(Data entries)
- - - - - - -
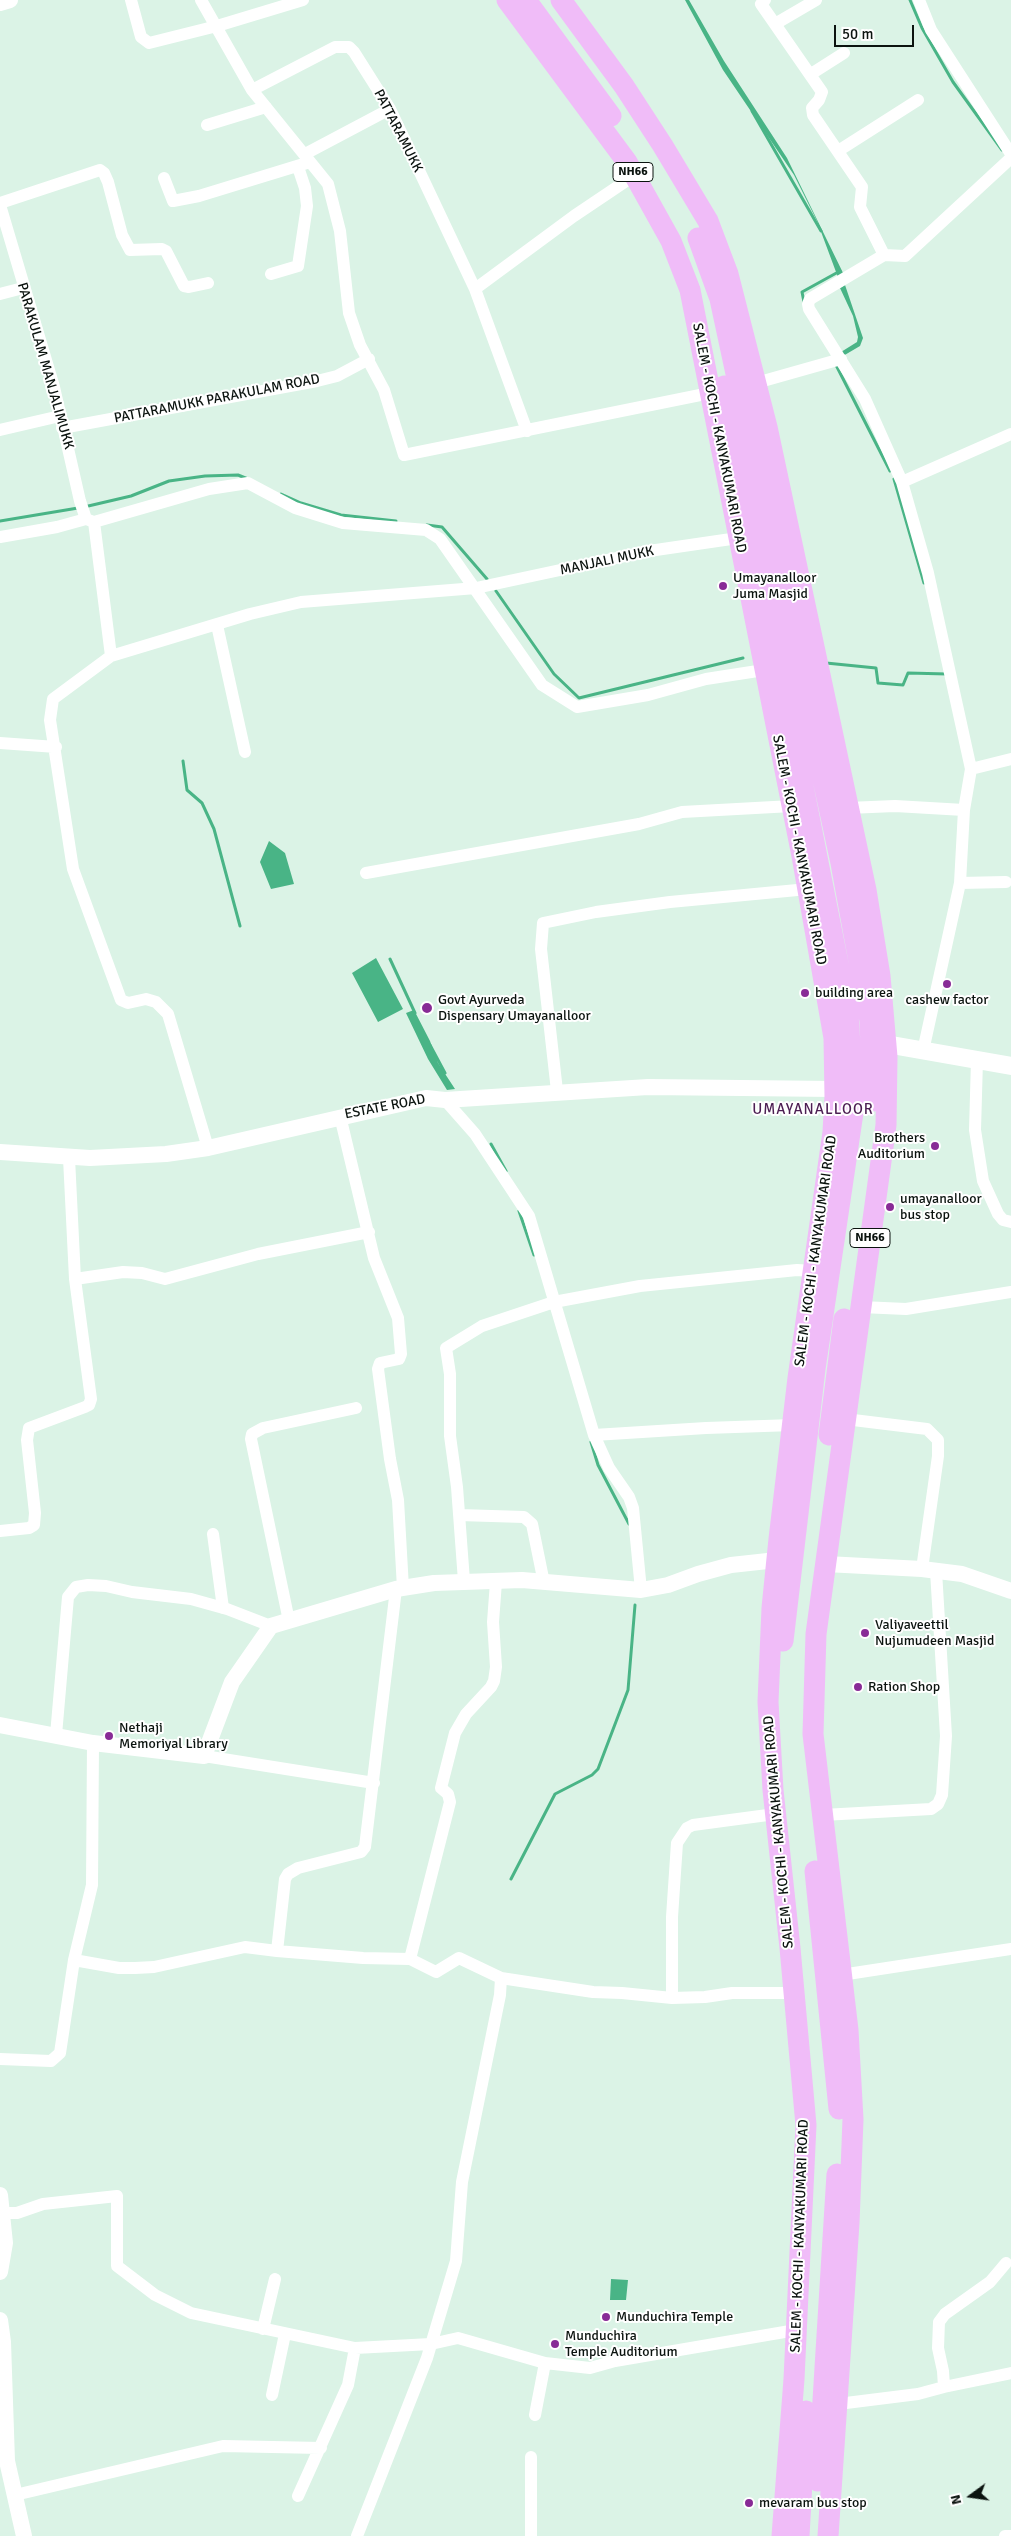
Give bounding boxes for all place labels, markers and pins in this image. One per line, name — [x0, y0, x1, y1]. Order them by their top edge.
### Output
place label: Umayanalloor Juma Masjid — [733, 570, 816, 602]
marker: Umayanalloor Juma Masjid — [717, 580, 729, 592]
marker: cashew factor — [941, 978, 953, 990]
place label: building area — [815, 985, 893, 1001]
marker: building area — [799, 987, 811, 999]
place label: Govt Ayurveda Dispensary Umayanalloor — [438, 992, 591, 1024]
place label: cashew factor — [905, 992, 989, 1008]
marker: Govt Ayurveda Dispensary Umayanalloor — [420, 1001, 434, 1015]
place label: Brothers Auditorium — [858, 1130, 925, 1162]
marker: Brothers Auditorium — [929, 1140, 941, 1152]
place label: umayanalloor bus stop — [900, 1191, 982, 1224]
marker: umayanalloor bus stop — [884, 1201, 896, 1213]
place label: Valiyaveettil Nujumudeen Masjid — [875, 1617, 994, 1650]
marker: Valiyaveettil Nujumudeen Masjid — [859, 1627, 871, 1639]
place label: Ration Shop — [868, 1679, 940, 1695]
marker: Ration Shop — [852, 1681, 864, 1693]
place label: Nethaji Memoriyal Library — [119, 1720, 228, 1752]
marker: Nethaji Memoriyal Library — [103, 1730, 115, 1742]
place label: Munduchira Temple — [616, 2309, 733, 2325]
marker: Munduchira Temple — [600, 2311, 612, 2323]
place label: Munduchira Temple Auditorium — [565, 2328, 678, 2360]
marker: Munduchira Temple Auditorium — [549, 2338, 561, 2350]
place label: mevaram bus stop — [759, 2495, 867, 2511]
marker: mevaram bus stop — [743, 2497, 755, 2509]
- - - - - - -
INSTRUCTIONS TO FOLLOW –
Within the entries above, find the string "Temple" and return each line that holds it.

FINISHED TASK –
place label: Munduchira Temple — [616, 2309, 733, 2325]
marker: Munduchira Temple — [600, 2311, 612, 2323]
place label: Munduchira Temple Auditorium — [565, 2328, 678, 2360]
marker: Munduchira Temple Auditorium — [549, 2338, 561, 2350]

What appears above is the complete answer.